What is the difference between compounded amino acids

  Compound amino acids are formulated from amino acids, sugar, electrolytes, trace elements, vitamins and pH adjusters.
  I. Classification of amino acids
  1.Amino acids are divided into two categories according to whether they can be synthesized in the body: essential amino acids and non-essential amino acids.
  Essential amino acids (EAA): amino acids that are essential to the human body (or other vertebrates) and cannot be synthesized in the body and must be supplemented by food are called essential amino acids. For adults, there are eight of these amino acids, including lysine, methionine, leucine, isoleucine, threonine, valine, tryptophan and phenylalanine. For infants, histidine is also an essential amino acid.

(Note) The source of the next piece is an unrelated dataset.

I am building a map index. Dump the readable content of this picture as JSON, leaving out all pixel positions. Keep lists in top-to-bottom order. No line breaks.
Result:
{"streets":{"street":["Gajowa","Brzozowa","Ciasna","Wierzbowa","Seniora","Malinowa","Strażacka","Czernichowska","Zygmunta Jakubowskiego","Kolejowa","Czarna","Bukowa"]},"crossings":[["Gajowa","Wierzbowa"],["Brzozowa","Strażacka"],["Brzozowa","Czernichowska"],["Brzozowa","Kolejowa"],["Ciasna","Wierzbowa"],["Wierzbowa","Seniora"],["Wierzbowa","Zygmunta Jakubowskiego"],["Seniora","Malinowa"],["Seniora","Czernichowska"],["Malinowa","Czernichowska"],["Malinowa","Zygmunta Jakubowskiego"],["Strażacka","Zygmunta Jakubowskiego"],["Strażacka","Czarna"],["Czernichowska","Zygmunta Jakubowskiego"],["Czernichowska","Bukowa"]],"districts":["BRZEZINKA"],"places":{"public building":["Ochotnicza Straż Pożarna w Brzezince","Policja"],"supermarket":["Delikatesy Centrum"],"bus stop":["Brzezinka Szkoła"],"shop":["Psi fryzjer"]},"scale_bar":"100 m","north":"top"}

  Nonessential amino acids (NEAA) are amino acids that can be synthesized in animals and do not require external supplementation as a source of nutrition. Generally, the amino acids that are essential in plants and microorganisms are synthesized by themselves, and these are not called non-essential amino acids. For humans the non-essential amino acids are glycine, alanine, serine, aspartic acid, glutamic acid (and its amines), proline, arginine, histidine, tyrosine, and cystine. These amino acids are synthesized from the metabolites of carbohydrates or from the carbon chains of essential amino acids, which are further introduced by amino transfer reactions to produce amino acids.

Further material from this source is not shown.